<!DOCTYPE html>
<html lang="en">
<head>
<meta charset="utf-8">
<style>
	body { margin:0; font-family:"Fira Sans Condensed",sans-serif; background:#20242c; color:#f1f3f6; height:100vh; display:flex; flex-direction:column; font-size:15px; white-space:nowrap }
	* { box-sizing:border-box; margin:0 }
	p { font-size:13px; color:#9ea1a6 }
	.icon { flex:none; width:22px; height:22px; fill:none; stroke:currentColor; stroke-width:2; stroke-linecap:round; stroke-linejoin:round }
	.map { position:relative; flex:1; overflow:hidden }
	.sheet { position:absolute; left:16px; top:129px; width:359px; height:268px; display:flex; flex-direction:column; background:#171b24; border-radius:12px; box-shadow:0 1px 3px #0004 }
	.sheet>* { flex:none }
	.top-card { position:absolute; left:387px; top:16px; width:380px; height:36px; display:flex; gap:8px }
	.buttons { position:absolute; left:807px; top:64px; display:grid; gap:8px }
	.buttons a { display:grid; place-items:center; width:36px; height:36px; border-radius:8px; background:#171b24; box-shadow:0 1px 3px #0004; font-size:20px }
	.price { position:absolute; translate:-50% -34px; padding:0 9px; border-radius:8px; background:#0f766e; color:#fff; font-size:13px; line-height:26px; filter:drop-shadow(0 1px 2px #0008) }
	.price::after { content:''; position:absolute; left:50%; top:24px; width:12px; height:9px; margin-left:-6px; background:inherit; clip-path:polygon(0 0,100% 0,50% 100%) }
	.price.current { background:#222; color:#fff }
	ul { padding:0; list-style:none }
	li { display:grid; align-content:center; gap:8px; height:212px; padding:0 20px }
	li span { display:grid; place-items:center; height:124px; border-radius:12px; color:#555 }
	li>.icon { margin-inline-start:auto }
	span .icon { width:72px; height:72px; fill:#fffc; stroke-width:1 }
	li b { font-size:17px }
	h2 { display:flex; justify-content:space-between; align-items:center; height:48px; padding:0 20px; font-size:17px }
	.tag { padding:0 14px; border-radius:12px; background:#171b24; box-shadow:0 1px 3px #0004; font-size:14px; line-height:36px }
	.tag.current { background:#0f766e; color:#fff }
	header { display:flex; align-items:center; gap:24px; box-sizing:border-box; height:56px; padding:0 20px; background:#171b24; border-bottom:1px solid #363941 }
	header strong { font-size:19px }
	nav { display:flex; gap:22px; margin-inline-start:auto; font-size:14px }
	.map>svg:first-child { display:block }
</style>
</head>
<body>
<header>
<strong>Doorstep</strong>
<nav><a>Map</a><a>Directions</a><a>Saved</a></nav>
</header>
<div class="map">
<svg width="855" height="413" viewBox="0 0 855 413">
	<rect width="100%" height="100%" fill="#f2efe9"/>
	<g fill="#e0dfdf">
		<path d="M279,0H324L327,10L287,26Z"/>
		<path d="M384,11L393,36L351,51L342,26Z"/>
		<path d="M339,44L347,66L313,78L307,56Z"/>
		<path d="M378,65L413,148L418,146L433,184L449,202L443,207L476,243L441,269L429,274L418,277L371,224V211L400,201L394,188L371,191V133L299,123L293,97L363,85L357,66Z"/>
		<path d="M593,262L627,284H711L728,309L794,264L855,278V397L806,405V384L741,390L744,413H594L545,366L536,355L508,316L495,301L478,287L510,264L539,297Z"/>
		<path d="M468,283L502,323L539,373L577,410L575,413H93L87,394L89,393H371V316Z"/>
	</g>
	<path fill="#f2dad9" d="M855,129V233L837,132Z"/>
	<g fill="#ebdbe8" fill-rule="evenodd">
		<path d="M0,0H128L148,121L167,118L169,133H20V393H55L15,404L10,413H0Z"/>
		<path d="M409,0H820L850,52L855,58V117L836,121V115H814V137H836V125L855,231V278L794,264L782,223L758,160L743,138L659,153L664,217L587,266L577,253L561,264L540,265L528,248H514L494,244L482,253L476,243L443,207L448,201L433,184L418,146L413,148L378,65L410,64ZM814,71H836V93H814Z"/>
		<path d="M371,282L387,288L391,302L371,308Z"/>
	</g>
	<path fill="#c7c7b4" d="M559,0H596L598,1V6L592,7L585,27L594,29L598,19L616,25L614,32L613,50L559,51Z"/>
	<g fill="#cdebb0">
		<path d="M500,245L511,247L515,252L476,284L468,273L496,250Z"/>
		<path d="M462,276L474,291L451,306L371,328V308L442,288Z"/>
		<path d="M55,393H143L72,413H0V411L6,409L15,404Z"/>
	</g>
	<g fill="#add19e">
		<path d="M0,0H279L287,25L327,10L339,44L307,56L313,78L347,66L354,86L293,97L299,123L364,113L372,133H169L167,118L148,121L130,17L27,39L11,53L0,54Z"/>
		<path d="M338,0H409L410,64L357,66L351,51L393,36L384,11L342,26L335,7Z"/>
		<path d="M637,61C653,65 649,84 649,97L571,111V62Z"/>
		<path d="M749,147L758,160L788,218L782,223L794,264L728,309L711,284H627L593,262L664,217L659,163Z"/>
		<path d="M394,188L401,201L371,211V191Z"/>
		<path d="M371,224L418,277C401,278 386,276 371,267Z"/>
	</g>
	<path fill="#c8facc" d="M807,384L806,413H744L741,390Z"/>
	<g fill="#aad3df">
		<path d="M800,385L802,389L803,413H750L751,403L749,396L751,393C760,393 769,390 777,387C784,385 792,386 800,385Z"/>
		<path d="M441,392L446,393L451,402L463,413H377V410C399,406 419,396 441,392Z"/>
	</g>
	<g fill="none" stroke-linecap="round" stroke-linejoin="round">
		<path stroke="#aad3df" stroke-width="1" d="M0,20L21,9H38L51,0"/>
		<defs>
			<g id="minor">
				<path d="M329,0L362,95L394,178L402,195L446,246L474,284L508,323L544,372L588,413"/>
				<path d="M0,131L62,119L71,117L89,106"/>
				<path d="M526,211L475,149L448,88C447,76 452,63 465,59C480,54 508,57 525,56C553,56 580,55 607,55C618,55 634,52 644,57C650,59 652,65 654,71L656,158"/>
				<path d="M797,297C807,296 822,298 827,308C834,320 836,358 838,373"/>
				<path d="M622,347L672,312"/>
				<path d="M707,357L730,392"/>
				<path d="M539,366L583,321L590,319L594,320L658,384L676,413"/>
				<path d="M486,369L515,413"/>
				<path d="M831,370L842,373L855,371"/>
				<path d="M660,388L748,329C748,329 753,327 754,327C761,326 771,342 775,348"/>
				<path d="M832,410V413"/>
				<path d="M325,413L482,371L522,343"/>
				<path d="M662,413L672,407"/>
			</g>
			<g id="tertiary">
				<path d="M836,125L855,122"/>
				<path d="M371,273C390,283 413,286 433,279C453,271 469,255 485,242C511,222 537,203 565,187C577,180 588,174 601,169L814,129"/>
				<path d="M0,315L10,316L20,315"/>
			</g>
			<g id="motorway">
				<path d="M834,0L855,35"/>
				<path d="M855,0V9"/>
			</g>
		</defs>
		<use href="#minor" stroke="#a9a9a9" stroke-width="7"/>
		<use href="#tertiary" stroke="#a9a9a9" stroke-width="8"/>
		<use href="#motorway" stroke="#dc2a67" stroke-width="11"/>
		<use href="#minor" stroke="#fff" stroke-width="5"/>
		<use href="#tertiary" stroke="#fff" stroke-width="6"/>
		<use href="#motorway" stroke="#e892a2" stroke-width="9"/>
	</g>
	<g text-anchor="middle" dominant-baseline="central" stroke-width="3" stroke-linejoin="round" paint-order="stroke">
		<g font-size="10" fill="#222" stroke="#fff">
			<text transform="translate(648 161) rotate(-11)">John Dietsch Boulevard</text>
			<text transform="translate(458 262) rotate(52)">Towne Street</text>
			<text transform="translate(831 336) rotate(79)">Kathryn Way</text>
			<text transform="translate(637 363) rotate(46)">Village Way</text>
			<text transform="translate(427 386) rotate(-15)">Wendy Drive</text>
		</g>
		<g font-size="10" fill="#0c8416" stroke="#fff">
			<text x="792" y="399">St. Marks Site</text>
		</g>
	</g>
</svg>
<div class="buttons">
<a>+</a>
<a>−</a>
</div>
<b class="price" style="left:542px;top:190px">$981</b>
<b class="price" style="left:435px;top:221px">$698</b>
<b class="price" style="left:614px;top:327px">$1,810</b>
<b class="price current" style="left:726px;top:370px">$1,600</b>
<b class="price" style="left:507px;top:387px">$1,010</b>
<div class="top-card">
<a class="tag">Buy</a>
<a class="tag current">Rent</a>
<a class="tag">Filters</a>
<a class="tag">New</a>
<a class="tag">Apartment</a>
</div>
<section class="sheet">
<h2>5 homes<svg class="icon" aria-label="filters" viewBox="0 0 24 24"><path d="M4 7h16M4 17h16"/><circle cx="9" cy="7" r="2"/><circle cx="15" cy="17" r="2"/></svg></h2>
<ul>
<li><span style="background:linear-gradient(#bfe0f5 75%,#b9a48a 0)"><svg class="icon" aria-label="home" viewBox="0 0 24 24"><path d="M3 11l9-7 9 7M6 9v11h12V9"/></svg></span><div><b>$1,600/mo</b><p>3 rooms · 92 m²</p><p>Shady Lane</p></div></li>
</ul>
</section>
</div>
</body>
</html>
──────────────────────────────
**TASK DIRECTIONS**
What is the number of lines in the listing above that contain the string "linecap"? Give only the number.

**THE ANSWER**
2